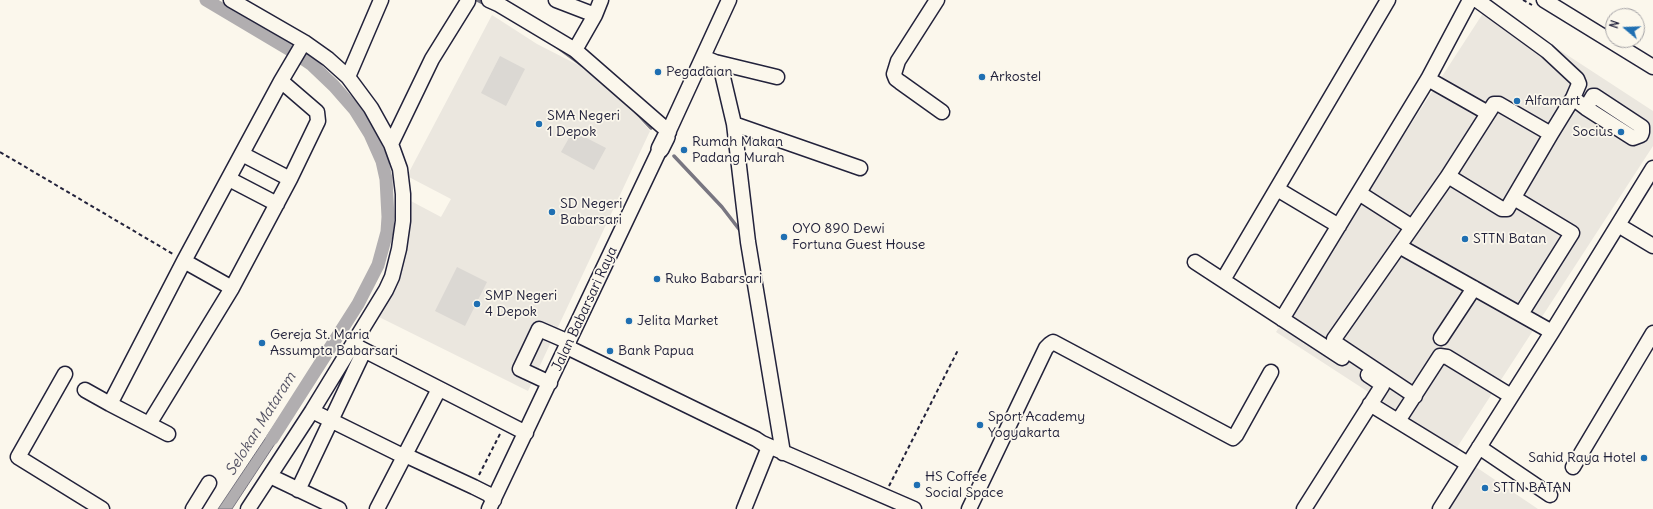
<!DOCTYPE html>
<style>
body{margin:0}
#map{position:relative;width:1653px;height:509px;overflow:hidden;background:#fbf7ec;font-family:Delius,sans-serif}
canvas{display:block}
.north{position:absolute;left:1605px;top:8px;width:40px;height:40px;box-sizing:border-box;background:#fbf7ec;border:1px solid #a4a2a5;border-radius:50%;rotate:289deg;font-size:11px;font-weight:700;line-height:16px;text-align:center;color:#22223b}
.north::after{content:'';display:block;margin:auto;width:14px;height:18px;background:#1f6fb2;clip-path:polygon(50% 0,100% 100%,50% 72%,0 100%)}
</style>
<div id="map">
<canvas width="1653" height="509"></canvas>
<div class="north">N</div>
</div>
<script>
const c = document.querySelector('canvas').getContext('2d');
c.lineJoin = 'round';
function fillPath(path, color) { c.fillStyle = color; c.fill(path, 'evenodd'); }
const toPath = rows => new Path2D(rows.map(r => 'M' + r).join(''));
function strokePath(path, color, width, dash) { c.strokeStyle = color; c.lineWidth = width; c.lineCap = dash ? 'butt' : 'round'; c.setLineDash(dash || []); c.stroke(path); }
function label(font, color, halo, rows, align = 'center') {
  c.font = font + ' Delius,sans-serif'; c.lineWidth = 3.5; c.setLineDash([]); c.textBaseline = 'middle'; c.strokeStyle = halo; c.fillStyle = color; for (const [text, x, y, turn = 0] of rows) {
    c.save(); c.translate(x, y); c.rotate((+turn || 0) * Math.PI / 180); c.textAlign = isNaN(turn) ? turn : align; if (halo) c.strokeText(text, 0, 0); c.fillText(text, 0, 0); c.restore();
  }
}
const built = toPath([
 [1489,4,1653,111,1653,146,1456,449,1276,332],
 [492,15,537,44,580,66,619,96,650,131,528,391,377,316,409,200,441,217,451,199,407,176],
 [1476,467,1538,509,1449,509]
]);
const green = toPath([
 [500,56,525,69,506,106,481,93],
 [573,131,606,148,594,170,561,152],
 [457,267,487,282,465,326,435,311]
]);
const water = toPath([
 [277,421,286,427,232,509,218,509,277,421]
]);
const stream = toPath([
 [477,0,485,4],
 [556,46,582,65],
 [636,112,651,128],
 [674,156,722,207,742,233]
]);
const canal = toPath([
 [206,0,290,50,312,65,334,86,355,110,370,134,382,161,386,179,388,217,387,232,378,265,358,304,272,439]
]);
const path = toPath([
 [1523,0,1532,5],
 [0,152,173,254],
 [479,475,500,434],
 [889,486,958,350]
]);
const minor = toPath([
 [231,0,304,42,328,59,348,77,371,108,391,144,400,169,403,194,403,221,399,249,392,277,386,290,312,411,248,509],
 [489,0,498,4,575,50,669,132],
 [556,0,595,15,601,0],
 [937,0,898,61,894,74,896,79,900,82,942,112],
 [1544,0,1653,67],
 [575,50,595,15],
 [703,57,715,62,722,73,734,124,748,242,783,453],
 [715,62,777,77],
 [348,77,381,0],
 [1428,79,1488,113],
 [1573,98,1586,108,1633,138,1641,135,1642,132,1642,127,1595,96,1593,96,1586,108],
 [734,124,860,168],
 [666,137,729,0],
 [391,144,432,59,468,1],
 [242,154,290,179],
 [1448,176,1502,209,1507,209,1551,134,1573,98,1579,84,1577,79,1547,51,1477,0],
 [229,179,277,204],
 [1277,189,1339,226],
 [1359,193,1412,227],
 [1514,198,1572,233,1521,314],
 [1618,225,1653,246],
 [1399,246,1552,332],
 [184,261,232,288],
 [1195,262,1342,358],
 [1223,280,1388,0],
 [1282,319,1428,79,1470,0],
 [1441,338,1474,288],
 [354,345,526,433],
 [567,347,756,439,762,443,914,509],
 [65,374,18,457,102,509],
 [550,383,520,369,539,329,569,342],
 [85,390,110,404,168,434],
 [1415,396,1334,342,1334,339,1448,176,1494,104,1499,104,1551,134],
 [110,404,184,261,281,81,304,42],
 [1370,404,1468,464],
 [312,411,399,454,405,455,474,487,488,494,494,500],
 [1398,421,1440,356,1447,357,1511,396],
 [149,424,232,288,290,179,318,121,317,112,281,81],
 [1479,447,1550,495],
 [1573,467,1653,333],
 [270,476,339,509],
 [298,490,364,351],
 [193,509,209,483],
 [377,509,439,389],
 [489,509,660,149],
 [744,509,769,447],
 [969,509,1046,348,1050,344,1053,342,1233,438,1236,435,1271,372],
 [1304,509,1382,386,1380,383,1368,375],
 [1440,509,1552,332,1653,168]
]);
const major = toPath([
 [660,149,666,137]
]);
const markers = [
 [658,72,4,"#1f6fb2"],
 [982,77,4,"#1f6fb2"],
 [1517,101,4,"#1f6fb2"],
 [539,124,4,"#1f6fb2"],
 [1621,132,4,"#1f6fb2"],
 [684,150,4,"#1f6fb2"],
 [552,212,4,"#1f6fb2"],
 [784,237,4,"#1f6fb2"],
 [1465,239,4,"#1f6fb2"],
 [657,279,4,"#1f6fb2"],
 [477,304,4,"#1f6fb2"],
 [629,321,4,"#1f6fb2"],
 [262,343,4,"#1f6fb2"],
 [610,351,4,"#1f6fb2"],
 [980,425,4,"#1f6fb2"],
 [1644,458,4,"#1f6fb2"],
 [917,485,4,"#1f6fb2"],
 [1485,488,4,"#1f6fb2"]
];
const poiNames = [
 ["Pegadaian",666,72],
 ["Arkostel",990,77],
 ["Alfamart",1525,101],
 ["SMA Negeri",547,116],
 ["1 Depok",547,132],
 ["Socius",1613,132,"right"],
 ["Rumah Makan",692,142],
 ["Padang Murah",692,158],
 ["SD Negeri",560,204],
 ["Babarsari",560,220],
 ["OYO 890 Dewi",792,229],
 ["Fortuna Guest House",792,245],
 ["STTN Batan",1473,239],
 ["Ruko Babarsari",665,279],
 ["SMP Negeri",485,296],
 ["4 Depok",485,312],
 ["Jelita Market",637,321],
 ["Gereja St. Maria",270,335],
 ["Assumpta Babarsari",270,351],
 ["Bank Papua",618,351],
 ["Sport Academy",988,417],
 ["Yogyakarta",988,433],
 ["Sahid Raya Hotel",1636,458,"right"],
 ["HS Coffee",925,477],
 ["Social Space",925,493],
 ["STTN BATAN",1493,488]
];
const streetNames = [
 ["Jalan Babarsari Raya",585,309,-65]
];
const waterNames = [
 ["Selokan Mataram",261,424,-58]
];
fillPath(built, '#ebe7df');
fillPath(green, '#dbd8d3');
fillPath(water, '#b1aeb0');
strokePath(water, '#787681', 1);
strokePath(stream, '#787681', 3.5);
strokePath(canal, '#b1aeb0', 13);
strokePath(minor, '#22223b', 17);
strokePath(major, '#22223b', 20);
strokePath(path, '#22223b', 2, [4, 3]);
strokePath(minor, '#fbf7ec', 14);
strokePath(major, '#fbf7ec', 17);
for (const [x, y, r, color] of markers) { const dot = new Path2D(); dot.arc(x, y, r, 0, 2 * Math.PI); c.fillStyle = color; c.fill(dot); strokePath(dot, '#fbf7ec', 1.5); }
label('14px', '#22223b', '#fbf7ec', poiNames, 'left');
label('14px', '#22223b', '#fbf7ec', streetNames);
label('italic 15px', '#545364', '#fbf7ec', waterNames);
</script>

--- --- ---

Where a line above contains the word "rows", show that line.

● Task response
const toPath = rows => new Path2D(rows.map(r => 'M' + r).join(''));
function label(font, color, halo, rows, align = 'center') {
  c.font = font + ' Delius,sans-serif'; c.lineWidth = 3.5; c.setLineDash([]); c.textBaseline = 'middle'; c.strokeStyle = halo; c.fillStyle = color; for (const [text, x, y, turn = 0] of rows) {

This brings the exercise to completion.